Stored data
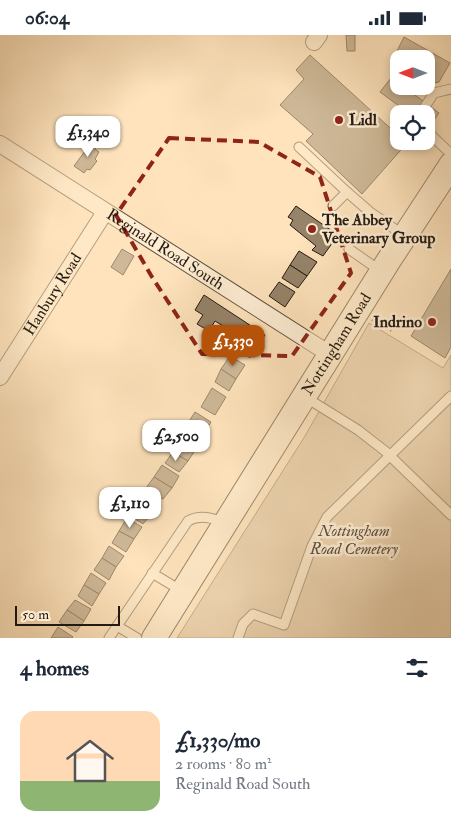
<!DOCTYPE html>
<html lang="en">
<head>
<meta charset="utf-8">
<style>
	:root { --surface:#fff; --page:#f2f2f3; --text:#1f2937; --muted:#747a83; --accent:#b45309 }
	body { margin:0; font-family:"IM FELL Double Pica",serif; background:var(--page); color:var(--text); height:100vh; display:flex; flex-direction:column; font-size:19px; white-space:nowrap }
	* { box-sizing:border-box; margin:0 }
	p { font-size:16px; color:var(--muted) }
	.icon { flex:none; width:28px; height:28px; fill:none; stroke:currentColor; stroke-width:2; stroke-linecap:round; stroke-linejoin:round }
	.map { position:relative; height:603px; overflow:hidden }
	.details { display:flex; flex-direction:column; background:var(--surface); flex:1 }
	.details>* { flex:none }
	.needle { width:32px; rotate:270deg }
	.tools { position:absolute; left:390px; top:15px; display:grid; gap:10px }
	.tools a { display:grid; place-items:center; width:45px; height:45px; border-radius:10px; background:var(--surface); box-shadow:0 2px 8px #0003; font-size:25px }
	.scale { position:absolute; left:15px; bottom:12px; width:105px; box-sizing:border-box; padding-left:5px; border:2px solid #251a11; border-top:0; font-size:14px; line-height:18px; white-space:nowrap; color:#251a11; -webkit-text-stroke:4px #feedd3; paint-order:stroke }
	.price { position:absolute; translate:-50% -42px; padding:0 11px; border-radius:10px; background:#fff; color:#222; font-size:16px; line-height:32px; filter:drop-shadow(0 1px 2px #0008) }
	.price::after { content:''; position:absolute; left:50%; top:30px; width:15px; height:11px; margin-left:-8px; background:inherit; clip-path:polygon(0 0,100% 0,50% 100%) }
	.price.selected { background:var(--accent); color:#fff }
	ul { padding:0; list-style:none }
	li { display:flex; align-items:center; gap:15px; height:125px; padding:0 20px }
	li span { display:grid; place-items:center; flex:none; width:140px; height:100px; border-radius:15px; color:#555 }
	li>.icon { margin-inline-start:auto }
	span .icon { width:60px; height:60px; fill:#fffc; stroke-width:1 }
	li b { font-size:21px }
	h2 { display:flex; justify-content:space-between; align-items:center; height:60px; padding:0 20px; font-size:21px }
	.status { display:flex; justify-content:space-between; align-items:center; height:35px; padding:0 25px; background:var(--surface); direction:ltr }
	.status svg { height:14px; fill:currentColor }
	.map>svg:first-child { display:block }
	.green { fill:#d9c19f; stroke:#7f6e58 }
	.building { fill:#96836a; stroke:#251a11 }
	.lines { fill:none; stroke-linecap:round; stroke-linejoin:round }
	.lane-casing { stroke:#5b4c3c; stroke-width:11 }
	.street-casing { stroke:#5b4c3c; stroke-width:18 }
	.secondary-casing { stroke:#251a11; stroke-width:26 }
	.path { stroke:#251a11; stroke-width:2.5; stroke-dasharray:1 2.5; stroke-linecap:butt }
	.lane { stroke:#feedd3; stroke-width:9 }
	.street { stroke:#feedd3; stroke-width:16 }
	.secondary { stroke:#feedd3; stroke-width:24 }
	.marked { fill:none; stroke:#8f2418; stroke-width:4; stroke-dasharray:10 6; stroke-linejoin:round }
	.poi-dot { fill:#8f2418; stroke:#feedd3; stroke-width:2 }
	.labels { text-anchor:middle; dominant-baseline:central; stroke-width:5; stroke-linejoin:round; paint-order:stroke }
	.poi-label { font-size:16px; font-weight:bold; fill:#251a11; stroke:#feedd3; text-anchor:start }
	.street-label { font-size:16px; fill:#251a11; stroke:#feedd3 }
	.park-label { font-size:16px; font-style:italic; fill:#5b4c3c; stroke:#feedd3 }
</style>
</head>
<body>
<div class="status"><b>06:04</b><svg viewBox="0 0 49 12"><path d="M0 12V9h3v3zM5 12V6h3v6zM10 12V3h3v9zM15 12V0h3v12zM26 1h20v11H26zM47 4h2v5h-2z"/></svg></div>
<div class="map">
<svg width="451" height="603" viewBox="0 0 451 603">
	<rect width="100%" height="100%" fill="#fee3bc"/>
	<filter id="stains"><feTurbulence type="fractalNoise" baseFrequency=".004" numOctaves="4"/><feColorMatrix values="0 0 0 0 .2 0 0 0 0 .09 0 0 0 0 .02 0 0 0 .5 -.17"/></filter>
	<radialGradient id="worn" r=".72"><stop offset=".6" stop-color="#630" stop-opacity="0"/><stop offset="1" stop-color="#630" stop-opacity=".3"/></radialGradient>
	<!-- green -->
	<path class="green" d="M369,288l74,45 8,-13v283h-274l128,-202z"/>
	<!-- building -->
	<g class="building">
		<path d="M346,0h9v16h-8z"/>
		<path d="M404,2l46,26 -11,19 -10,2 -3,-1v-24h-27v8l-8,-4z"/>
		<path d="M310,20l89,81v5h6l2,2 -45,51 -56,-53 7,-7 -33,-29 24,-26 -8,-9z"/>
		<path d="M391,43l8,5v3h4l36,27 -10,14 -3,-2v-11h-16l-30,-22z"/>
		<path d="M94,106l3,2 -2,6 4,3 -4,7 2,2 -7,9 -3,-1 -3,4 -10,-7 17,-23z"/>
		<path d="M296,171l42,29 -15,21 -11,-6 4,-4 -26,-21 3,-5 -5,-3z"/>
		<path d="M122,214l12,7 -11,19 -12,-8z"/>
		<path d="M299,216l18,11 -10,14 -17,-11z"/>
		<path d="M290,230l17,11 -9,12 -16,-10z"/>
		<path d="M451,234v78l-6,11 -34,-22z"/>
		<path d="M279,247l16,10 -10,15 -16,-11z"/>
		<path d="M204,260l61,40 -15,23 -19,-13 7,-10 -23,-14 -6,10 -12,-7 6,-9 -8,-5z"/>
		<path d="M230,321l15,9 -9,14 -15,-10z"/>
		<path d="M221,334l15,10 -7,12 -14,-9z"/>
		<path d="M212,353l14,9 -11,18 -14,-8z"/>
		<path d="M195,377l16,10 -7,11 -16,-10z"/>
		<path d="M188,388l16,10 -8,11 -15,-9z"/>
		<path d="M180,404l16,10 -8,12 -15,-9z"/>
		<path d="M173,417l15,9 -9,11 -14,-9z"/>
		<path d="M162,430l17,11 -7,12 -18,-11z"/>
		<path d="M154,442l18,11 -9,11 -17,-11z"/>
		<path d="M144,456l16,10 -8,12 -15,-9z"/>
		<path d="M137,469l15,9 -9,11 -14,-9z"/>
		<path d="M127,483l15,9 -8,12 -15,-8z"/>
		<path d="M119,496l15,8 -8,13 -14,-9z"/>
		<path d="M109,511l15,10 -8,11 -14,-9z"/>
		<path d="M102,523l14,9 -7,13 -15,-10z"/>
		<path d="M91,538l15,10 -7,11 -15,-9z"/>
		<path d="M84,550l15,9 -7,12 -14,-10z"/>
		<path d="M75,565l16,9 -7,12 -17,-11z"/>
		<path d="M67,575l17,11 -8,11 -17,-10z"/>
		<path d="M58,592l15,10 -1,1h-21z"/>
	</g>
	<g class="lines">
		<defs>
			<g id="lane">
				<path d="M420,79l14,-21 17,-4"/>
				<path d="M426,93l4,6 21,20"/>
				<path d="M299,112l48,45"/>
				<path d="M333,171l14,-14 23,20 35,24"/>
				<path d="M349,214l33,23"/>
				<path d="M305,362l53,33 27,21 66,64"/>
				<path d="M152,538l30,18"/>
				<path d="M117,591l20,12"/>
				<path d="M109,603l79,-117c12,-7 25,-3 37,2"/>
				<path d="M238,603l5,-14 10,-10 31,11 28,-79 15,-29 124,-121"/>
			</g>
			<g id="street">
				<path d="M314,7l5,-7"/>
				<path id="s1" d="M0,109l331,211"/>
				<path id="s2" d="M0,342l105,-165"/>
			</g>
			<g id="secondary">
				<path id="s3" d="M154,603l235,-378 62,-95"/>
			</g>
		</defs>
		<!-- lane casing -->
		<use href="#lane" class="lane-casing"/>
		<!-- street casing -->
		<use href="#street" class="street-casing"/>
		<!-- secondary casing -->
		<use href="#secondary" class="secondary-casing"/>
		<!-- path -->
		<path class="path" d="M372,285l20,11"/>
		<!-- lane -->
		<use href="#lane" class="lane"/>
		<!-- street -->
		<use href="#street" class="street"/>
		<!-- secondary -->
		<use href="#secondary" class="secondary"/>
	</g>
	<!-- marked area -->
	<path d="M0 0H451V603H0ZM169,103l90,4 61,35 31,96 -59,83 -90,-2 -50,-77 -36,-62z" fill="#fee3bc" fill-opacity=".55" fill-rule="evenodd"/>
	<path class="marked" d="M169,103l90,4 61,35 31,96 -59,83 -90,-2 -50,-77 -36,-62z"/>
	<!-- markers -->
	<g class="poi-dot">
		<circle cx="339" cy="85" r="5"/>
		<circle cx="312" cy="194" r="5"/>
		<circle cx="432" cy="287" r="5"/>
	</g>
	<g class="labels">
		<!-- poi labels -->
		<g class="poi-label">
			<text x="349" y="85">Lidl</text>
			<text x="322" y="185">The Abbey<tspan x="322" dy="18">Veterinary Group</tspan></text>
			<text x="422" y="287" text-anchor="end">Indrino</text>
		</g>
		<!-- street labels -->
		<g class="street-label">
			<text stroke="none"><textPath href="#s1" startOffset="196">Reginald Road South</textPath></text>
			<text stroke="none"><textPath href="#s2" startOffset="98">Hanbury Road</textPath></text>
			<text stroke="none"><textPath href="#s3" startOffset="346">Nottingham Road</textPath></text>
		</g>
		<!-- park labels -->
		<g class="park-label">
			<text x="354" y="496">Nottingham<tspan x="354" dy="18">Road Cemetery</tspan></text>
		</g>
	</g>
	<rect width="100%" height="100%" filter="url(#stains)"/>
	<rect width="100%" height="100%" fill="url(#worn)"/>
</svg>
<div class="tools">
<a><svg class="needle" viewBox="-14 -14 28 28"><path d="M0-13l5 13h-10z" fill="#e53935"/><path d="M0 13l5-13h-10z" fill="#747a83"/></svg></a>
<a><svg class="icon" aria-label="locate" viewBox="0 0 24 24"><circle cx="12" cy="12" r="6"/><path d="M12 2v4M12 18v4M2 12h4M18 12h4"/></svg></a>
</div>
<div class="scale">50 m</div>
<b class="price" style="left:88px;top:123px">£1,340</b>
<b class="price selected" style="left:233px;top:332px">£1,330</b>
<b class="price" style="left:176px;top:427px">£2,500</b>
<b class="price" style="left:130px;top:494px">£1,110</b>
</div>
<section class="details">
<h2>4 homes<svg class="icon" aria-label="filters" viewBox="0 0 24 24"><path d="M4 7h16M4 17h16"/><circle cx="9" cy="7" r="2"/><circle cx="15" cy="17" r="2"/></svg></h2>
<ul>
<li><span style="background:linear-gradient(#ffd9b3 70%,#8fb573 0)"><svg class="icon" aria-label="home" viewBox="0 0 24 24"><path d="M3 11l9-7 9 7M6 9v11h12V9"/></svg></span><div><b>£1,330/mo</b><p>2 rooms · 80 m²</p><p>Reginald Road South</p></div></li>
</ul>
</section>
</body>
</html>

...

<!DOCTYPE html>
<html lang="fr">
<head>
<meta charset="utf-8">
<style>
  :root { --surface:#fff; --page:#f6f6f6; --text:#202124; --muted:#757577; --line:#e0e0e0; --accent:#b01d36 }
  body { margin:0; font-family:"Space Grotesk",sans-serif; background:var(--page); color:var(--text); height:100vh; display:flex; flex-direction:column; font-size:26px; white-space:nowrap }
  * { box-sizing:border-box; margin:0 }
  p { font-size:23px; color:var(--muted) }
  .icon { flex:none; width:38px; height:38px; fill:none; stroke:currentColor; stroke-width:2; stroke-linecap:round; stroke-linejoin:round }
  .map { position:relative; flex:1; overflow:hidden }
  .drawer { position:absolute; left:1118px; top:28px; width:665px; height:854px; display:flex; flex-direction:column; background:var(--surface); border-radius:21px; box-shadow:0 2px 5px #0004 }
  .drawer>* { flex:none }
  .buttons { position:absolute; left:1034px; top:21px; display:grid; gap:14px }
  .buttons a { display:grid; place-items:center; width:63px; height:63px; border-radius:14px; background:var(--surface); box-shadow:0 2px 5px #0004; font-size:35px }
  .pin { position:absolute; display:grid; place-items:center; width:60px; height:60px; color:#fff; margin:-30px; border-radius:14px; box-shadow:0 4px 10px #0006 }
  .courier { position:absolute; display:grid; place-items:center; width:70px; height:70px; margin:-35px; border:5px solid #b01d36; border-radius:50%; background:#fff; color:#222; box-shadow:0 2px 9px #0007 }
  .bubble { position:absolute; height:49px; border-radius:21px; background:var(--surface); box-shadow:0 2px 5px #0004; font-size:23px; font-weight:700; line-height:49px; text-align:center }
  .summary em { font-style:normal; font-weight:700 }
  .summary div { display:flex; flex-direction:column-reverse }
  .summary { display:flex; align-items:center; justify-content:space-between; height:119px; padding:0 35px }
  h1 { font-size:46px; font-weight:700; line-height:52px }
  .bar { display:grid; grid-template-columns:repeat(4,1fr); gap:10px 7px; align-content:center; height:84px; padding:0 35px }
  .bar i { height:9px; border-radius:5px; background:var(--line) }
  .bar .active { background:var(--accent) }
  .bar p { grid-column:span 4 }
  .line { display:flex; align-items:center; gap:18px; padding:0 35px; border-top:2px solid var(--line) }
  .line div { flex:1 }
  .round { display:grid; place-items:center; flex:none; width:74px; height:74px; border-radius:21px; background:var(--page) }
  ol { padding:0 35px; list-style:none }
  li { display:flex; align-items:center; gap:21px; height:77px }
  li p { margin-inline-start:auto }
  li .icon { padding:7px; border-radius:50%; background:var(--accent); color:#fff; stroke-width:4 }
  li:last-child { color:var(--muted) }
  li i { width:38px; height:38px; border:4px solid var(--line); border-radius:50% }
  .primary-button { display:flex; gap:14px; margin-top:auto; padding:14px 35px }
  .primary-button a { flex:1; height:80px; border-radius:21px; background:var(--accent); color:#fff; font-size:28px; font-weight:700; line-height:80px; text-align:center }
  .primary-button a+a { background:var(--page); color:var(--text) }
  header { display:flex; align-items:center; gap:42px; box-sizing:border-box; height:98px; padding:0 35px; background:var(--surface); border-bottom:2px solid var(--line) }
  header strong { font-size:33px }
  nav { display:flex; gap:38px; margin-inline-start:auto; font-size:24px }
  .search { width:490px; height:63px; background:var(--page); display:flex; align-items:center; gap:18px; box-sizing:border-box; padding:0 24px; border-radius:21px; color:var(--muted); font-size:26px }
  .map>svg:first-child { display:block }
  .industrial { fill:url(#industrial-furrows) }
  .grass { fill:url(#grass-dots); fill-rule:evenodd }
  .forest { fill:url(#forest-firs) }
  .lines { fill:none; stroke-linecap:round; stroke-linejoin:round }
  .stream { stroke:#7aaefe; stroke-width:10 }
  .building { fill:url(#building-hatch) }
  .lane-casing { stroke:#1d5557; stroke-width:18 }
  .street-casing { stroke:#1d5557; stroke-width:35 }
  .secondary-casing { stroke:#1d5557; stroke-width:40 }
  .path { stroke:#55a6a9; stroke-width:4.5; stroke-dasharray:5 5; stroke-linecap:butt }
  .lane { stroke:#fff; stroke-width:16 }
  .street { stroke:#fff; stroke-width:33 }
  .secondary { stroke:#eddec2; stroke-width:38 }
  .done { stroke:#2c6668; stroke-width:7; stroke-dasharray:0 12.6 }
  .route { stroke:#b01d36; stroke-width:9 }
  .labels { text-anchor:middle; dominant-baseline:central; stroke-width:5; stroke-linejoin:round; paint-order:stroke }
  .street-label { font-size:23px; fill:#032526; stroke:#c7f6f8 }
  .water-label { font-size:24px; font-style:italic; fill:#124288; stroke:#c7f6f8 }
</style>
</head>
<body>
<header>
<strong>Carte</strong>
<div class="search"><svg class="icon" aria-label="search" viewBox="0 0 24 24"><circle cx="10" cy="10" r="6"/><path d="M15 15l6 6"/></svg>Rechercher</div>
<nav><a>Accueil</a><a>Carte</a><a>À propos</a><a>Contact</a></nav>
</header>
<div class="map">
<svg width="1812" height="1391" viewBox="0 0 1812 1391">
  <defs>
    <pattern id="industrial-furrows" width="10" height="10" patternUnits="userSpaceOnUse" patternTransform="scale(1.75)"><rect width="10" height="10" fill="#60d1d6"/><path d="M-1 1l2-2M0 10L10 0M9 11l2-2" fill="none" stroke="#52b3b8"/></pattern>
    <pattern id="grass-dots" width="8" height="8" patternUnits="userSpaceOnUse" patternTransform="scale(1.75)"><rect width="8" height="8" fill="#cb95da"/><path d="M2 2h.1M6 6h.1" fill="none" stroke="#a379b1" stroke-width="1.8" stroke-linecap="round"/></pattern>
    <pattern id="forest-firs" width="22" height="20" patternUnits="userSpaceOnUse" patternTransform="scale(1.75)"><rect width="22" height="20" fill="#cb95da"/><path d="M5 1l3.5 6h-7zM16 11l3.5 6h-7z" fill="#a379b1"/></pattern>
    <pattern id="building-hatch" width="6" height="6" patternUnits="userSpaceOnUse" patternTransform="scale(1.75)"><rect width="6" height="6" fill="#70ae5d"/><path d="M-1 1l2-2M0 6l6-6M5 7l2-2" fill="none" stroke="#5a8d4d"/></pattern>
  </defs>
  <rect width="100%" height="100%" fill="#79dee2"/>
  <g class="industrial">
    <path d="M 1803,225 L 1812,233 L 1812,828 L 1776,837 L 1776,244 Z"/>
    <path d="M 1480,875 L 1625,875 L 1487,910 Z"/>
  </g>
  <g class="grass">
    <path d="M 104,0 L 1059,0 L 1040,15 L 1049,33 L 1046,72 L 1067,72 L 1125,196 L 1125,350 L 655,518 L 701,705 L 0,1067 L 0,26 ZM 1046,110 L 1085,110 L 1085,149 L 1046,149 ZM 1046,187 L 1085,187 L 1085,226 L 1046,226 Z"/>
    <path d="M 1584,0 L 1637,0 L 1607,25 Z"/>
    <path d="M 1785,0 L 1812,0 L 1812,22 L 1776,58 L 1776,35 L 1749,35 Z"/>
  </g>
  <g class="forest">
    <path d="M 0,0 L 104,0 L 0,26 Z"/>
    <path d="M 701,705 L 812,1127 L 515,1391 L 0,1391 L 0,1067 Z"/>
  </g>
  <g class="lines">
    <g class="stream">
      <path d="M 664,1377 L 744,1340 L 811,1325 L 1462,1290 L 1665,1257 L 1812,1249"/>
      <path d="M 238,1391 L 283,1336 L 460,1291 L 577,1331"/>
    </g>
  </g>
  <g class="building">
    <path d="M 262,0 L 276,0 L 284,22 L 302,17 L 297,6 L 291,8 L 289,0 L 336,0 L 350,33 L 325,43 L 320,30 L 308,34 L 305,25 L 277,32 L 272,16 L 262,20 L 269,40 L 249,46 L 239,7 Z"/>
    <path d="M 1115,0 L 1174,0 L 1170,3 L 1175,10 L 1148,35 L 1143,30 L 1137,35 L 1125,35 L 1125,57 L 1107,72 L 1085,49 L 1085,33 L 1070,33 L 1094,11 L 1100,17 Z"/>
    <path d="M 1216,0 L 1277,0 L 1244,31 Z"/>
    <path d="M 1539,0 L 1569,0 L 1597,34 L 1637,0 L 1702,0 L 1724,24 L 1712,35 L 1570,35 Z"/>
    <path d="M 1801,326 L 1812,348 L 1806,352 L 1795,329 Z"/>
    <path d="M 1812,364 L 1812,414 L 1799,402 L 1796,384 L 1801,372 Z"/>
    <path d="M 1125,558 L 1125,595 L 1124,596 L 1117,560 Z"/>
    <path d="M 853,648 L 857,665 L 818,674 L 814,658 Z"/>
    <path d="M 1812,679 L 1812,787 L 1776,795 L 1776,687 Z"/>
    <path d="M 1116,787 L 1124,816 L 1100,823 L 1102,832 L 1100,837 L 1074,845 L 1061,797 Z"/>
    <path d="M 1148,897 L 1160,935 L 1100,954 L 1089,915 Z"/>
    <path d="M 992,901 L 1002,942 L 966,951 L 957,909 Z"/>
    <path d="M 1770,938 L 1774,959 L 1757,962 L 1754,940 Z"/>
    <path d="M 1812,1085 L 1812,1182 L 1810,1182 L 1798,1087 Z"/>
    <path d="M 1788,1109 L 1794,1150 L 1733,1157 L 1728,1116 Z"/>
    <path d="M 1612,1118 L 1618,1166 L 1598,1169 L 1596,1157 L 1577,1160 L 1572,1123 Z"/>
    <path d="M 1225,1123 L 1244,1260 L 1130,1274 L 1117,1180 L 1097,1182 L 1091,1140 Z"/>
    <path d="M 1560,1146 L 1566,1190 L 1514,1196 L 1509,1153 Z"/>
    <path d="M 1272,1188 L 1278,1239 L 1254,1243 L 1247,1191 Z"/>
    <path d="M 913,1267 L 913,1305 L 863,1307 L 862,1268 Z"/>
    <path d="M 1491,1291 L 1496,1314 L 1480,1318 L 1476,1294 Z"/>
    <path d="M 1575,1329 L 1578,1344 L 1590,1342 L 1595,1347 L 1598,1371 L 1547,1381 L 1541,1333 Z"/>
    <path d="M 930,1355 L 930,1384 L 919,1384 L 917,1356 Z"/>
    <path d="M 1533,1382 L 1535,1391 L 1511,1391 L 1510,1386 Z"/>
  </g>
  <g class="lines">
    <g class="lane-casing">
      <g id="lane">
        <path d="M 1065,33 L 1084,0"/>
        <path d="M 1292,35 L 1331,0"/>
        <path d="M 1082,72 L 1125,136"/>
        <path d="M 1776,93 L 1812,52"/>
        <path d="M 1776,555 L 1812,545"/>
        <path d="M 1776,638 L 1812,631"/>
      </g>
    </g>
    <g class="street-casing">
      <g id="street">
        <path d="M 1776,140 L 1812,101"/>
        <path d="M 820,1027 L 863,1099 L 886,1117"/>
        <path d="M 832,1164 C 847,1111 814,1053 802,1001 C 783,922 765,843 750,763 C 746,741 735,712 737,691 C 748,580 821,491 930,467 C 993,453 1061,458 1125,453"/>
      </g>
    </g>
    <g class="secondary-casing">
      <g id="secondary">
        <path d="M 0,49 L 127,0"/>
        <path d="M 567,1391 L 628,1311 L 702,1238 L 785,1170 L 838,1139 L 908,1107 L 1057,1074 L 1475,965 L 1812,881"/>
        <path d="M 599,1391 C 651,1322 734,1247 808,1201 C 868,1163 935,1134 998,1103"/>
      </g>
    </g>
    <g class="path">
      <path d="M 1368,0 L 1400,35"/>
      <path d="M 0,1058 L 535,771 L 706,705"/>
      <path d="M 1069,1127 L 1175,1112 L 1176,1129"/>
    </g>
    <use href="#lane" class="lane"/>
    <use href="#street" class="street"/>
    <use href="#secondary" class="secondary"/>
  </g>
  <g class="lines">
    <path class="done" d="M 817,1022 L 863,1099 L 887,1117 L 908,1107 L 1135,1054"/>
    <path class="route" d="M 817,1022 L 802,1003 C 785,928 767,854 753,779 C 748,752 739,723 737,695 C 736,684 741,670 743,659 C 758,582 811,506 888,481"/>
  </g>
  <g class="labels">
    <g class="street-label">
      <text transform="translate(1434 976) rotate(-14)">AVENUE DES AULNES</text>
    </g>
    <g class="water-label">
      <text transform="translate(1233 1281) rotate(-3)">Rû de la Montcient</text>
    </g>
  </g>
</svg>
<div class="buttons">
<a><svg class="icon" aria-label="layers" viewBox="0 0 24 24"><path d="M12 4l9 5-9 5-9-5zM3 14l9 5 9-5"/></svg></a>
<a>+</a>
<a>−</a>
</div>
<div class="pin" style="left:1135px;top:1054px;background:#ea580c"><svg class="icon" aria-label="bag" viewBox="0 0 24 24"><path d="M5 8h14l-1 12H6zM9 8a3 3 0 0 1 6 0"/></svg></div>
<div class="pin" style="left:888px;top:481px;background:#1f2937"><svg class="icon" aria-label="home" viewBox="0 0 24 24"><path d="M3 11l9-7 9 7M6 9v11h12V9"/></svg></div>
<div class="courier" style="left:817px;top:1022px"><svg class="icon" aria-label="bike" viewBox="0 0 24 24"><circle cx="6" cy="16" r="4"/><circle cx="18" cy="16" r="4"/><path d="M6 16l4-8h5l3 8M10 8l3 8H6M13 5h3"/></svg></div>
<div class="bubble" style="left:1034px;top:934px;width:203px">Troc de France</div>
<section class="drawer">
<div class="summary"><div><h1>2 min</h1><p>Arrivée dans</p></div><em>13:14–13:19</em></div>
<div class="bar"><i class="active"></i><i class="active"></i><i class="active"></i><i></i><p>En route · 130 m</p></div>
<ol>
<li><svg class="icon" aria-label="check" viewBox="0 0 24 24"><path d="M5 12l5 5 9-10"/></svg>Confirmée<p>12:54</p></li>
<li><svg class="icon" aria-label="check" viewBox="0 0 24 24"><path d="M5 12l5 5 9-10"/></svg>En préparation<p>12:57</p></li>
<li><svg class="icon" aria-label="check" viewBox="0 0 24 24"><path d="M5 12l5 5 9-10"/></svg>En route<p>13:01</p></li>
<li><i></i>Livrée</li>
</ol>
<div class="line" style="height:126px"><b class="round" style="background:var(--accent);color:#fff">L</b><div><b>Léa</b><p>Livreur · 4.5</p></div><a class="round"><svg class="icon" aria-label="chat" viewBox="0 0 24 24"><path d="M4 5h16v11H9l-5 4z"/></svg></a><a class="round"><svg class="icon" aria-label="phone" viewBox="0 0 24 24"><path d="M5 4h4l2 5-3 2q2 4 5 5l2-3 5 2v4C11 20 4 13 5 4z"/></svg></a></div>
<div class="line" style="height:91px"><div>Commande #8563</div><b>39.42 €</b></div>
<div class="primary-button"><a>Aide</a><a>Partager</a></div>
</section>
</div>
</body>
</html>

• Assignment: Copy all the lines from the data above that hold the word "overflow".

• Reply:
	.map { position:relative; height:603px; overflow:hidden }
  .map { position:relative; flex:1; overflow:hidden }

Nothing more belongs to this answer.